The engineering logic of such a system is fairly simple. Yet the air
cleaning industry is rife with purported "solutions" that violate
the first tenet of air cleaning - that is, that no device can remove
a contaminant that doesn't reach it in the first place.
Another tenet is that no one air-cleaning technology can address all
the different types of contamination present in office air. For fine
particulates, the best technology is to use a properly pre-filtered
HEPA filter. True HEPA filters are designed to remove 99.97% of all
particles as small as 0.3 microns (a micron is 1/25,400 of an inch),
effectively taking all particulates out of the air.
For odor removal, the best technology is a filter system combining
carbon and potassium permanganate. The most efficient filters have
a high density of the carbon potassium blend, and are designed so
that the "residence time" during which the contaminated air passes
through the filter system is maximized. Avoid carbon impregnated panels
or pleated filters that don't meet this efficiency criteria.

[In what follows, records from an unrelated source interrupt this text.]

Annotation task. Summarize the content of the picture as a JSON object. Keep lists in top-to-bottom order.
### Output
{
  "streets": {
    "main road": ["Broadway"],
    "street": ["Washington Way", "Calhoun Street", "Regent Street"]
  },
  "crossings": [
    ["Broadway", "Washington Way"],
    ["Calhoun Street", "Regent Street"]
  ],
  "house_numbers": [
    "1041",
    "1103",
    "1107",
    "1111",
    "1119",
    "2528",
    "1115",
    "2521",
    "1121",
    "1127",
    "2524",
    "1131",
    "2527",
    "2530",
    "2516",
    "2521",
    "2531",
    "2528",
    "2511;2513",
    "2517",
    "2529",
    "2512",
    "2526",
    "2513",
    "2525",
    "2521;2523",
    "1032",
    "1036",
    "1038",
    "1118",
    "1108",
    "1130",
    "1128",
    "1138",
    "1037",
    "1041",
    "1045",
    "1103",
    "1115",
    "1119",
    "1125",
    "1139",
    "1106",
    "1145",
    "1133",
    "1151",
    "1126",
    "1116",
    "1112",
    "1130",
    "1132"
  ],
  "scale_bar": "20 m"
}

Furthermore, because carbon adsorbs up to one-third of its weight
in most odor causing gases before saturation, the useful life of a
pad-type filters is very short.
The best solution for removing biologically active hazards is to expose
indoor air to ultraviolet light.
UV light is a long-proven technology that, when properly engineered
into an air purification system, is capable of destroying virtually
any airborne disease-causing contaminant.